What the task requires »
Return the following entries exactly, word for word.

═════ Records shown ═════

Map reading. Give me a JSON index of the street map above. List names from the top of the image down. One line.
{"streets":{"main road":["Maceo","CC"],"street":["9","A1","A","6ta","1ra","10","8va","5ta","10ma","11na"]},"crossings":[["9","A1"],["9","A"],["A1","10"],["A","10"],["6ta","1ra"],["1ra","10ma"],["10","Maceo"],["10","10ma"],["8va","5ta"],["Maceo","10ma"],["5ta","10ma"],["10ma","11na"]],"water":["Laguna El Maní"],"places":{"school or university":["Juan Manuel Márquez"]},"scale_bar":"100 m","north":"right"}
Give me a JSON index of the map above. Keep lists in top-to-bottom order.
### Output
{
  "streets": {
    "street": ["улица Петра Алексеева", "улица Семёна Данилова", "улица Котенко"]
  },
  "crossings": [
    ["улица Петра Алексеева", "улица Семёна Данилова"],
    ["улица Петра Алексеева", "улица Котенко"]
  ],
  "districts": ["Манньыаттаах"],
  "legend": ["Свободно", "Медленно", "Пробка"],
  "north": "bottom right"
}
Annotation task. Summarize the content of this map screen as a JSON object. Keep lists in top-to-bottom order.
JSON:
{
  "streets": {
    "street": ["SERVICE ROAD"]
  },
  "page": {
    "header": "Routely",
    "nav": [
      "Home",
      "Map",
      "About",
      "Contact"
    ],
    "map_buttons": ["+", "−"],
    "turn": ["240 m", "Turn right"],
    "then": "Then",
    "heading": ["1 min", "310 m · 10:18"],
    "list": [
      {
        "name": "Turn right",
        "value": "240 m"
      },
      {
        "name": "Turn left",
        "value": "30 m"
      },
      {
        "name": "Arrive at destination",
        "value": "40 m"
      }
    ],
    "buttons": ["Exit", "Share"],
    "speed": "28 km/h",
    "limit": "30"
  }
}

═════

Result below »
Map reading. Give me a JSON index of the street map above. List names from the top of the image down. One line.
{"streets":{"main road":["Maceo","CC"],"street":["9","A1","A","6ta","1ra","10","8va","5ta","10ma","11na"]},"crossings":[["9","A1"],["9","A"],["A1","10"],["A","10"],["6ta","1ra"],["1ra","10ma"],["10","Maceo"],["10","10ma"],["8va","5ta"],["Maceo","10ma"],["5ta","10ma"],["10ma","11na"]],"water":["Laguna El Maní"],"places":{"school or university":["Juan Manuel Márquez"]},"scale_bar":"100 m","north":"right"}
Give me a JSON index of the map above. Keep lists in top-to-bottom order.
### Output
{
  "streets": {
    "street": ["улица Петра Алексеева", "улица Семёна Данилова", "улица Котенко"]
  },
  "crossings": [
    ["улица Петра Алексеева", "улица Семёна Данилова"],
    ["улица Петра Алексеева", "улица Котенко"]
  ],
  "districts": ["Манньыаттаах"],
  "legend": ["Свободно", "Медленно", "Пробка"],
  "north": "bottom right"
}
Annotation task. Summarize the content of this map screen as a JSON object. Keep lists in top-to-bottom order.
JSON:
{
  "streets": {
    "street": ["SERVICE ROAD"]
  },
  "page": {
    "header": "Routely",
    "nav": [
      "Home",
      "Map",
      "About",
      "Contact"
    ],
    "map_buttons": ["+", "−"],
    "turn": ["240 m", "Turn right"],
    "then": "Then",
    "heading": ["1 min", "310 m · 10:18"],
    "list": [
      {
        "name": "Turn right",
        "value": "240 m"
      },
      {
        "name": "Turn left",
        "value": "30 m"
      },
      {
        "name": "Arrive at destination",
        "value": "40 m"
      }
    ],
    "buttons": ["Exit", "Share"],
    "speed": "28 km/h",
    "limit": "30"
  }
}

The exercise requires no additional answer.